Pero no quiso hacer la llamada desde mi casa. No sólo por que Lucy estaba allí, según me explicó, sino porque se sentiría cohibido sabiendo que yo andaba cerca. Delicado, melindroso Tom, la persona más sensible del mundo. No pasaba nada, repuse, pero no había necesidad de que se fuera andando a su apartamento. Lucy y yo podíamos salir a la calle para que él se quedara solo y hablara tranquilamente con Pamela, con la ventaja de que la factura de la conferencia interurbana me llegaría a mí.

– Ya has visto lo que lleva la niña -añadí-. Esos vaqueros raídos, las playeras gastadas. Así no puede ir a ninguna parte, ¿verdad? Tú llama a Vermont, que yo saldré con ella a comprarle ropa nueva.
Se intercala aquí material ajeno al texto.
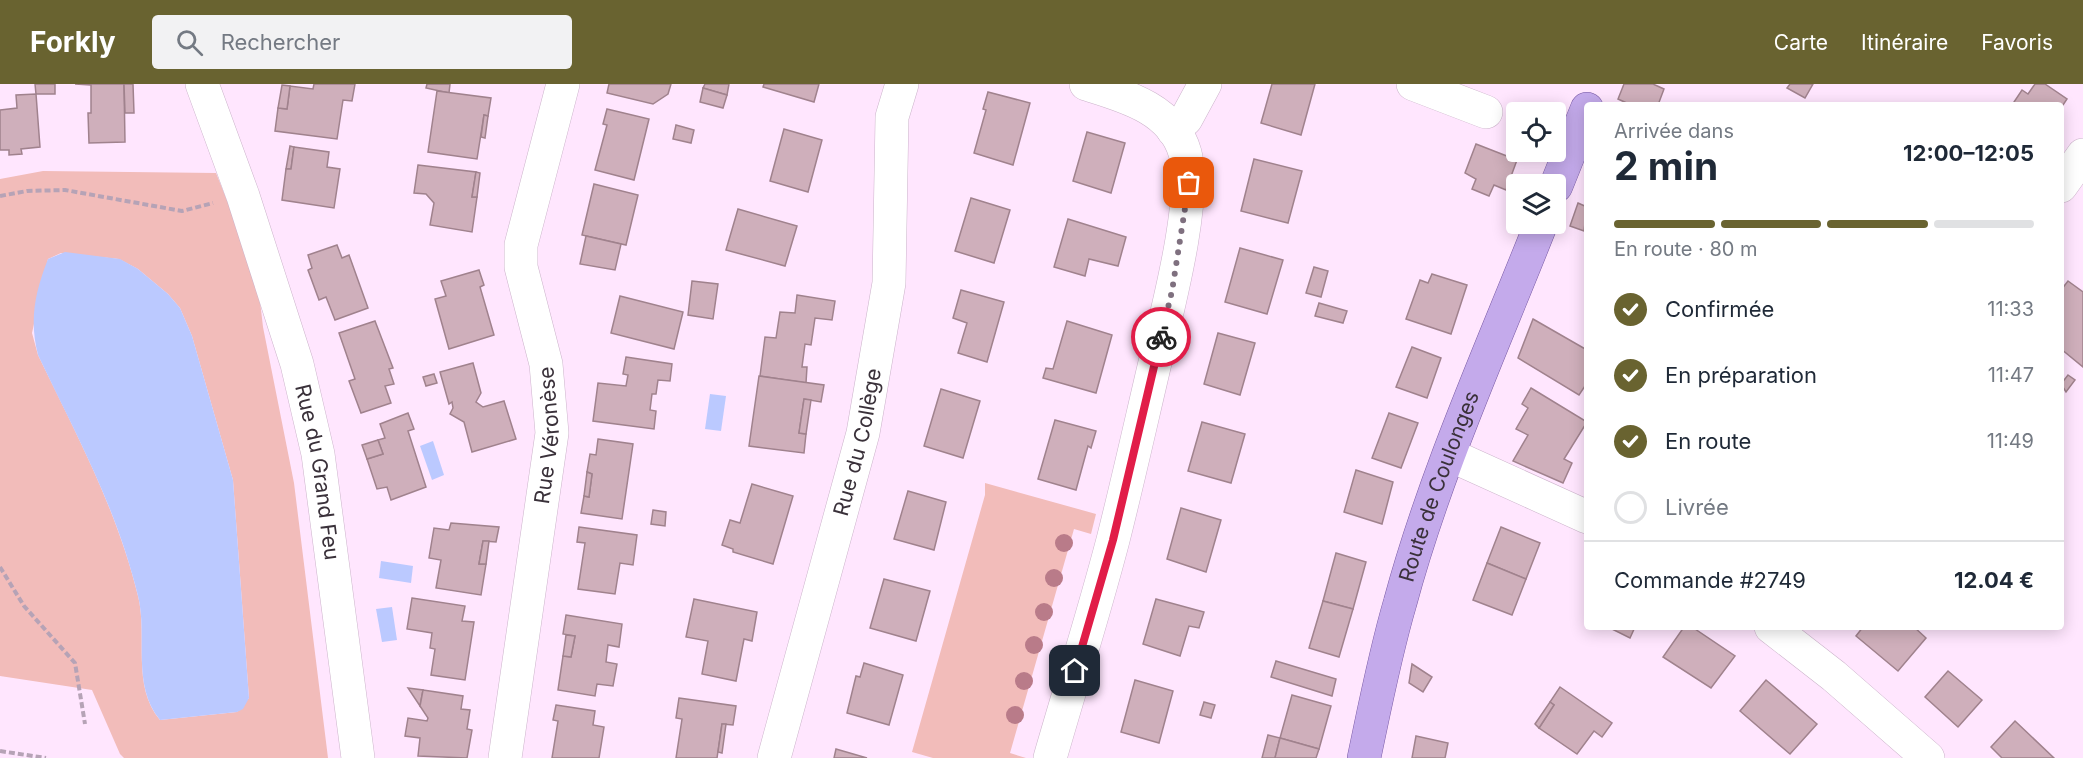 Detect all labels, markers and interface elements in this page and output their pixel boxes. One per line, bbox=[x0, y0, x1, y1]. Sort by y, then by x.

Eso zanjó la cuestión. Tras un rápido almuerzo a base de sopa de tomate, huevos revueltos y sándwiches de salami, Lucy y yo salimos de tiendas. Muda o no, Lucy parecía disfrutar de la expedición tanto como cualquier otra niña en circunstancias análogas: libertad total para elegir lo que quisiera. Al principio nos limitamos más que nada a lo indispensable (calcetines, ropa interior, pantalones largos, pantalones cortos, pijamas, sudadera con capucha, cazadora de nailon, cortaúñas, cepillo de dientes, cepillo del pelo, etcétera), pero luego siguieron unas zapatillas de deporte azul neón de ciento cincuenta dólares, una réplica de la gorra de los Dodgers de Brooklyn de pura lana, y, con cierta sorpresa por mi parte, unas auténticas y relucientes merceditas de charol, junto con un vestido de algodón rojo y blanco que compramos al final: de corte clásico, con cuello redondo y una cinta que se ataba a la espalda. Cuando llegamos a casa con todo el botín, ya eran las tres pasadas, y Tom se había marchado. Pero había una nota en la mesa de la cocina.

Querido Nathan:

Pamela ha dicho que sí. No me preguntes cómo lo he conseguido, pero he tenido que insistir más de una hora antes de que acabara cediendo. Ha sido una de las conversaciones más duras y agotadoras de mi vida. De momento es sólo «de prueba», pero la buena noticia es que quiere que le llevemos a Lucy mañana. Algo que ver con los planes de Ted y una fiesta en su club de campo. Supongo que podemos ir en tu coche, ¿no? Si a ti no te apetece, conduciré yo. Ahora voy a la librería a decirle a Harry que me tomo unos días libres. Te espero allí. A presto.

Tom

No había pensado que las cosas pudieran ir tan deprisa. Me sentí aliviado, por supuesto, contento de que se nos hubiera solucionado el problema de aquella manera tan rápida y conveniente, pero también me quedé un tanto decepcionado, como si me hubieran privado de algo. Empezaba a tomar cariño a Lucy, y durante nuestra incursión por las tiendas del barrio había ido acariciando la idea de tenerla un tiempo conmigo; unos días, imaginaba, incluso algunas semanas. No es que hubiese cambiado de parecer con respecto a la situación (no podía: quedarse para siempre en mi apartamento), pero una breve temporada habría sido más que soportable para mí. Había desaprovechado muchas ocasiones con Rachel cuando era pequeña, y ahora, de buenas a primeras, tenía una niña que necesitaba atenciones, alguien a quien comprar ropa y dar de comer, una criatura que necesitaba una persona adulta con tiempo suficiente para cuidarla e intentar sacarla de su desconcertante silencio. No tenía inconveniente en asumir ese papel, pero parecía que la función se trasladaba de Brooklyn a Nueva Inglaterra y que otro actor me había sustituido. Intenté consolarme con la idea de que Lucy estaría mejor en el campo con Pamela y sus hijos, pero ¿qué sabía yo de Pamela? Hacía años que no la veía, y antes de eso nuestros escasos encuentros me habían dejado frío.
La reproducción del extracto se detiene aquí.